*Data for this exercise*:
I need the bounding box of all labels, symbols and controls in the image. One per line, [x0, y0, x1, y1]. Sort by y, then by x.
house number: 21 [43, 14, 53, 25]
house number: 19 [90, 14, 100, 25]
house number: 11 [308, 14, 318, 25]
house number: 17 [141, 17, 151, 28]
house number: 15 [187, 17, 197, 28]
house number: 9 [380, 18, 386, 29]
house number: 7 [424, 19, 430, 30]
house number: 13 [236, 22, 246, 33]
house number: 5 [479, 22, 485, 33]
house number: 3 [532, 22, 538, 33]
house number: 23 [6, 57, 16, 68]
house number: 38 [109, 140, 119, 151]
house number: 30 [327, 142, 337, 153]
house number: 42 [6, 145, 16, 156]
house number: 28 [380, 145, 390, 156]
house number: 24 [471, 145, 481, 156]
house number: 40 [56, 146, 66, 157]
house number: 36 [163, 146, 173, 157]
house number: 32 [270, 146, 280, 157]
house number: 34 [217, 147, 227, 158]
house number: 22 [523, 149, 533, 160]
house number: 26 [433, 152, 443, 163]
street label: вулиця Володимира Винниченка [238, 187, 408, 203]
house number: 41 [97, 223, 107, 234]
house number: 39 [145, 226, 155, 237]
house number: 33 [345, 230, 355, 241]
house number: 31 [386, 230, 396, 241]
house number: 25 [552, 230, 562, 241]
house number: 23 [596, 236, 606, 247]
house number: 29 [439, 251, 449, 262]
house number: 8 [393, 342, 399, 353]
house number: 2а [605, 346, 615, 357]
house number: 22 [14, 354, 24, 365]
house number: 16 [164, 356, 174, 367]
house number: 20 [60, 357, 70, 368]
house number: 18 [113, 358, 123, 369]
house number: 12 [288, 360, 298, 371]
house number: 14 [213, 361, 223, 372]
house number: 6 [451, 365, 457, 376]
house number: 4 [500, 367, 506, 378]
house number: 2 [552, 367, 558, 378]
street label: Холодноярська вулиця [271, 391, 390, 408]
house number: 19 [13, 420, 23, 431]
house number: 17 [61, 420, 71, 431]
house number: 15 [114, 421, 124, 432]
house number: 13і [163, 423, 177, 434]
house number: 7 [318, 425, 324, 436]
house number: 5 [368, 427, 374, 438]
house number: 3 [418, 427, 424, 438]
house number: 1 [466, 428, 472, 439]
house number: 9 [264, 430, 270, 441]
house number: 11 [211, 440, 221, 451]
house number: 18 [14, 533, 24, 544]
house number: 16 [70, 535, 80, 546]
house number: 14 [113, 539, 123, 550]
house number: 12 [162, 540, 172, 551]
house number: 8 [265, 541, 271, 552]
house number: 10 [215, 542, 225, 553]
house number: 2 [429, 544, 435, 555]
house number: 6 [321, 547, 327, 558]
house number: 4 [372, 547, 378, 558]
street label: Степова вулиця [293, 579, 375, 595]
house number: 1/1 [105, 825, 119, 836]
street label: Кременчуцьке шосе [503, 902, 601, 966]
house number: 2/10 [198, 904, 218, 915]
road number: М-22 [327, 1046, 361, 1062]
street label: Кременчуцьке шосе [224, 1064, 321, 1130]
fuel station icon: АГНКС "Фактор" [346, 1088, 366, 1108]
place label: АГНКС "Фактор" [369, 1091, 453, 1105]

*Task prompt*:
Transcribe the full listing exactly, omitting nothing.

*Finished exercise*:
I need the bounding box of all labels, symbols and controls in the image. One per line, [x0, y0, x1, y1]. Sort by y, then by x.
house number: 21 [43, 14, 53, 25]
house number: 19 [90, 14, 100, 25]
house number: 11 [308, 14, 318, 25]
house number: 17 [141, 17, 151, 28]
house number: 15 [187, 17, 197, 28]
house number: 9 [380, 18, 386, 29]
house number: 7 [424, 19, 430, 30]
house number: 13 [236, 22, 246, 33]
house number: 5 [479, 22, 485, 33]
house number: 3 [532, 22, 538, 33]
house number: 23 [6, 57, 16, 68]
house number: 38 [109, 140, 119, 151]
house number: 30 [327, 142, 337, 153]
house number: 42 [6, 145, 16, 156]
house number: 28 [380, 145, 390, 156]
house number: 24 [471, 145, 481, 156]
house number: 40 [56, 146, 66, 157]
house number: 36 [163, 146, 173, 157]
house number: 32 [270, 146, 280, 157]
house number: 34 [217, 147, 227, 158]
house number: 22 [523, 149, 533, 160]
house number: 26 [433, 152, 443, 163]
street label: вулиця Володимира Винниченка [238, 187, 408, 203]
house number: 41 [97, 223, 107, 234]
house number: 39 [145, 226, 155, 237]
house number: 33 [345, 230, 355, 241]
house number: 31 [386, 230, 396, 241]
house number: 25 [552, 230, 562, 241]
house number: 23 [596, 236, 606, 247]
house number: 29 [439, 251, 449, 262]
house number: 8 [393, 342, 399, 353]
house number: 2а [605, 346, 615, 357]
house number: 22 [14, 354, 24, 365]
house number: 16 [164, 356, 174, 367]
house number: 20 [60, 357, 70, 368]
house number: 18 [113, 358, 123, 369]
house number: 12 [288, 360, 298, 371]
house number: 14 [213, 361, 223, 372]
house number: 6 [451, 365, 457, 376]
house number: 4 [500, 367, 506, 378]
house number: 2 [552, 367, 558, 378]
street label: Холодноярська вулиця [271, 391, 390, 408]
house number: 19 [13, 420, 23, 431]
house number: 17 [61, 420, 71, 431]
house number: 15 [114, 421, 124, 432]
house number: 13і [163, 423, 177, 434]
house number: 7 [318, 425, 324, 436]
house number: 5 [368, 427, 374, 438]
house number: 3 [418, 427, 424, 438]
house number: 1 [466, 428, 472, 439]
house number: 9 [264, 430, 270, 441]
house number: 11 [211, 440, 221, 451]
house number: 18 [14, 533, 24, 544]
house number: 16 [70, 535, 80, 546]
house number: 14 [113, 539, 123, 550]
house number: 12 [162, 540, 172, 551]
house number: 8 [265, 541, 271, 552]
house number: 10 [215, 542, 225, 553]
house number: 2 [429, 544, 435, 555]
house number: 6 [321, 547, 327, 558]
house number: 4 [372, 547, 378, 558]
street label: Степова вулиця [293, 579, 375, 595]
house number: 1/1 [105, 825, 119, 836]
street label: Кременчуцьке шосе [503, 902, 601, 966]
house number: 2/10 [198, 904, 218, 915]
road number: М-22 [327, 1046, 361, 1062]
street label: Кременчуцьке шосе [224, 1064, 321, 1130]
fuel station icon: АГНКС "Фактор" [346, 1088, 366, 1108]
place label: АГНКС "Фактор" [369, 1091, 453, 1105]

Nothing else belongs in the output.